Create and save a new, blank R script and give it a name, such as “reprex-script.R”
R
# This script will contain my minimal reproducible example.
# Created by Mishka on 2024-12-17
Creating a new R script
There are several ways to make an R script - File > New File > R Script - Click the white square with a green plus sign at the top left corner of your RStudio window - Use a keyboard shortcut: Cmd + Shift + N (on a Mac) or Ctrl + Shift + N (on Windows)
Step 1. Identify the problem area
Now that we have a script, let’s zero in on what’s broken.
First, we should use some of the techniques we learned in the “Identify the Problem” episode and see if they help us solve our error.
XXX FIXME: Peter, let’s make sure this follows nicely from your lesson. - Look for error messages or warnings –> there aren’t any - Google it –> not really informative
In this case, the debugging tips we learned weren’t enough to help us figure out what was wrong with our code.

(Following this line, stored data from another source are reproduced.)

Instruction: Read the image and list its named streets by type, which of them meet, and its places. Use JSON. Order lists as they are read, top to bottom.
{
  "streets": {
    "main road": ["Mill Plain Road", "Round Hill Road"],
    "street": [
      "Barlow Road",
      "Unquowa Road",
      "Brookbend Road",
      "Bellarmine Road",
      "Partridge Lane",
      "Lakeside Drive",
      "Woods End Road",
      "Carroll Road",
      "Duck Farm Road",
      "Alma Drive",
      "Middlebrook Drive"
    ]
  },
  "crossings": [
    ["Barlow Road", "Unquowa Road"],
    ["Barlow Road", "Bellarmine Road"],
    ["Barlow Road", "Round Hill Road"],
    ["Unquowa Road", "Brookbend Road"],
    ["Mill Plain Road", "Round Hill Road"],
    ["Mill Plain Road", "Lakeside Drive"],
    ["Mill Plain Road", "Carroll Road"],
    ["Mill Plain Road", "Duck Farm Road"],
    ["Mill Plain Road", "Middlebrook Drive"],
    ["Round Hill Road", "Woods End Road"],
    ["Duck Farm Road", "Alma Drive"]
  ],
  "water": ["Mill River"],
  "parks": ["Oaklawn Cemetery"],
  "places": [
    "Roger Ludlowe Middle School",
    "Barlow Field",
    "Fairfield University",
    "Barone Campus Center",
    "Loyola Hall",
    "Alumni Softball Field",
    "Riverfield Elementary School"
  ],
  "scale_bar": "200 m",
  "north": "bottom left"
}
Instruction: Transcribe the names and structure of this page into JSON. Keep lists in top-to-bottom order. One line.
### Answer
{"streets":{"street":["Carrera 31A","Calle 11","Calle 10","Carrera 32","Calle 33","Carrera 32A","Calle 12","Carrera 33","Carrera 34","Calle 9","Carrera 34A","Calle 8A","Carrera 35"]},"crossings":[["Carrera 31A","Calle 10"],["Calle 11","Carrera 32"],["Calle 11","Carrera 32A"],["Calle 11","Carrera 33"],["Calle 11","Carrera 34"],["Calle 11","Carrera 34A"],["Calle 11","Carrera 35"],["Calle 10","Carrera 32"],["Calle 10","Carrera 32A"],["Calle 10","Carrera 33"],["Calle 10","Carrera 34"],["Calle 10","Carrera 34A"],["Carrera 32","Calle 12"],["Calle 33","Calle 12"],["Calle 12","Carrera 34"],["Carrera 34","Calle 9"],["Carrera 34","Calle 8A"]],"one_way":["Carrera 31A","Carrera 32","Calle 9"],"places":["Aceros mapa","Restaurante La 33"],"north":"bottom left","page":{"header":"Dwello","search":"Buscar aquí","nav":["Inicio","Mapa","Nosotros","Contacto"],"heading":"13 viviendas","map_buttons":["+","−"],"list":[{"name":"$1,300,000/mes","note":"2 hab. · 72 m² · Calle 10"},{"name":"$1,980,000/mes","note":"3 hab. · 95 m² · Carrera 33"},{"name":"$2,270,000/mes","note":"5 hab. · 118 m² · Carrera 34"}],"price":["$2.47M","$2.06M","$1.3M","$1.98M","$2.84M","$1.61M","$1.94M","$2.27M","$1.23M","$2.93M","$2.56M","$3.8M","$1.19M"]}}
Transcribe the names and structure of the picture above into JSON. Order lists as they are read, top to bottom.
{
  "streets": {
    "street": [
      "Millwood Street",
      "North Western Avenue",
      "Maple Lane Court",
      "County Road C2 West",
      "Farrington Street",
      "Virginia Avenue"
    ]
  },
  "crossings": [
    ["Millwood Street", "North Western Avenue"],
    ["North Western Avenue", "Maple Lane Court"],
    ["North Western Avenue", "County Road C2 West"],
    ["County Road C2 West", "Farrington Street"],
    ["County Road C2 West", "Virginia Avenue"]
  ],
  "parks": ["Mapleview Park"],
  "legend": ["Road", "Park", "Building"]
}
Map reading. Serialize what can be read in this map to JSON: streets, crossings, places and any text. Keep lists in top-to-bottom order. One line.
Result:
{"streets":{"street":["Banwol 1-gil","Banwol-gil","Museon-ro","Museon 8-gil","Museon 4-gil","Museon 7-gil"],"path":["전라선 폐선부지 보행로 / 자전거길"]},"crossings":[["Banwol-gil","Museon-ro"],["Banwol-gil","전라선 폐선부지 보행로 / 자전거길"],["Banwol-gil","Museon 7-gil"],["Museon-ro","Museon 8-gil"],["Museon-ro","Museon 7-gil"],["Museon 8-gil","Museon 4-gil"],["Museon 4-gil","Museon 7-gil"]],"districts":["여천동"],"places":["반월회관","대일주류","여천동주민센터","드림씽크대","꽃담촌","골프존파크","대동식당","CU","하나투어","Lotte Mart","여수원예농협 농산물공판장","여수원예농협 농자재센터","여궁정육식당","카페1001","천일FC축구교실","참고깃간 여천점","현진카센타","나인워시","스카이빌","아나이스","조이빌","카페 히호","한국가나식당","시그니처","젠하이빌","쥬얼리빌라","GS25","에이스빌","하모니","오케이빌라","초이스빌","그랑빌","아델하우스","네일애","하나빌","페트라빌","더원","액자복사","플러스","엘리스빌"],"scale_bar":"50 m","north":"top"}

This is quite common, especially when you’re faced with a semantic error (your code runs, but it doesn’t produce the correct result).
In this case, we can start by identifying the piece of code that showed us there was a problem. We noticed the problem by looking at the plot, so that would be an obvious place to start. But is the plot code really the problem area? Maybe, or maybe not. We know that some weird values are showing up on the plot. That means that either there are weird values in the data that created the plot, or the values in the data looked okay and something happened when we created the plot.
To distinguish between those possibilities, let’s take a look at the plot again:
R
# Visualize proportions
prop_spectab %>%
ggplot(aes(x = year, y = prop, col = plot_type))+
geom_point()+
geom_line()+
theme_minimal()+
labs(title = "Spectab exclosures did not reduce proportion of\nspectab captures",
y = "Spectabilis proportion",
x = "Year",
color = "Plot type")
ERROR
Error: object 'prop_spectab' not found
…and then at the data used to generate that plot
R
head(prop_spectab)
ERROR
Error: object 'prop_spectab' not found
Aha! The prop
column of prop_spectab
shows
very small values, and those values correspond to the plot we
created.
So it looks like the problem is in the data, not in the plot code itself. The plot was just what allowed us to see the problem in our data. This is often the case. Visualizations are important!
So instead of focusing on the plot, let’s zoom in on the step right
before the plot as our “problem area”: the code that created the
prop_spectab
object. Let’s copy and paste that section of
code into the new script that we just created.
R
# This script will contain my minimal reproducible example.
# Created by Mishka on 2024-12-17
# Calculate proportion of spectabilis caught
head(control_spectab)
ERROR
Error: object 'control_spectab' not found
R
prop_spectab <- control_spectab %>%
group_by(year, plot_type, species_id) %>%
summarize(total_count = n(), .groups = "drop") %>%
mutate(prop = total_count/sum(total_count)) %>%
filter(species_id == "DS") # keep only spectabilis
ERROR
Error: object 'control_spectab' not found
Now the code is much smaller and easier to dig through! You decide to send this updated script along to Jordan.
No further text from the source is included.